Sécurité publique à Sangalkam : le député Youngare Dione interpelle le ministre de l’Intérieur sur les moyens et les promesses
Lors du débat sur le budget du ministère de l’Intérieur et de la Sécurité publique, le député Youngare Dione est monté au créneau pour dénoncer le déficit criant en moyens de sécurité dans l’arrondissement de Sangalkam. Il a réclamé avec insistance la concrétisation d’un commissariat central à Tivaoune Peulh et alerté sur la vulnérabilité des populations face aux délais d’intervention des secours.

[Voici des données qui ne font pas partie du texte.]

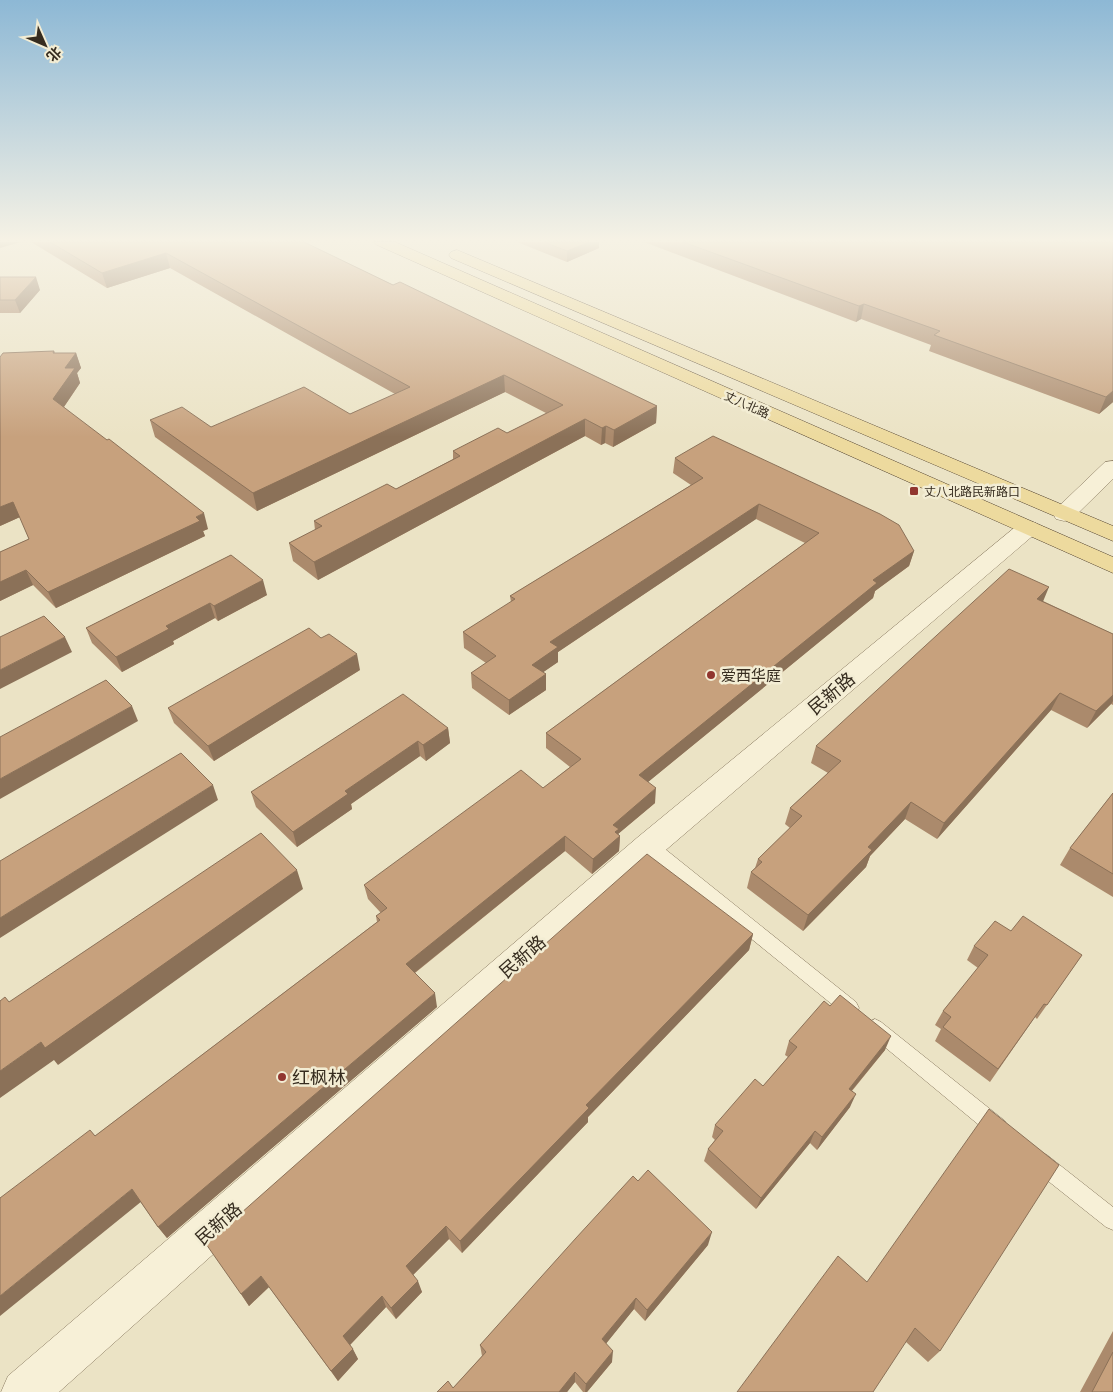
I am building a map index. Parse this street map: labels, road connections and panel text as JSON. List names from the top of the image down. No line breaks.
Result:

L’hémicycle a été le théâtre d’une interpellation directe et chiffrée. Le député Youngare Dione a saisi l’examen du budget du ministère de l’Intérieur et de la Sécurité publique pour tirer la sonnette d’alarme sur la situation sécuritaire dans sa circonscription, l’arrondissement de Sangalkam.
Le parlementaire a d’abord pointé un déséquilibre flagrant entre les besoins et les ressources. « La commune de Tivaoune Niangue dans l’arrondissement de Sangalkam fait 154 000 habitants et dispose d’une brigade de gendarmerie avec seulement 10 éléments et des moyens restreints, alors qu’elle couvre une assiette importante », a-t-il déclaré. Une situation qui, selon lui, met en péril la sécurité de base des administrés.
Son intervention s’est ensuite concentrée sur une promesse non tenue et une attente vive des populations. Il a relevé que le projet de budget prévoyait un commissariat central à l’APIX (l’Agence nationale chargée de la promotion de l’investissement et des grands travaux) au niveau de Tivaoune Peulh. « Or on sait que la gendarmerie n’est pas dans vos compétences, nous les habitants de Sangalkam, on croit en vous pour la réalisation d’un commissariat central qu’on réclame depuis 4 ans », a-t-il lancé au ministre. Pour étayer l’urgence de cette demande, Yougane Dione a avancé un argument de poids : « Tivaoune Peulh en moins de 7 mois, on a fait 200 arrestations. » Un chiffre qui témoigne, selon lui, d’une activité criminelle nécessitant une présence policière permanente et structurée. « Aidez-nous à réaliser cette revendication car en tant qu’habitant vous faites la fierté de cette commune », a-t-il plaidé, en appelant à la responsabilité du ministre.
Au-delà de la sécurité civile, le député a aussi soulevé le grave problème de la sécurité des personnes et des biens face aux incendies ou autres sinistres. « Dans l’arrondissement de Sangalkam dans sa globalité, quand on veut l’intervention du sapeur-pompier, d’habitude on appelle celui qui se trouve à Rufisque et cela fait 2h de temps à cause des embouteillages », a-t-il déploré. Un délai inacceptable en cas d’urgence vitale, justifiant sa demande pressante de voir installer une caserne de sapeurs-pompiers sur place.
Enfin, élargissant son propos à une question nationale, Youngare Dione a interrogé le ministre sur sa « politique pour les agents de sécurité privée ». Cette interrogation vise à clarifier la place et le cadre réglementaire de ce secteur en pleine expansion, qui joue un rôle de plus en plus important dans le paysage global de la sécurité.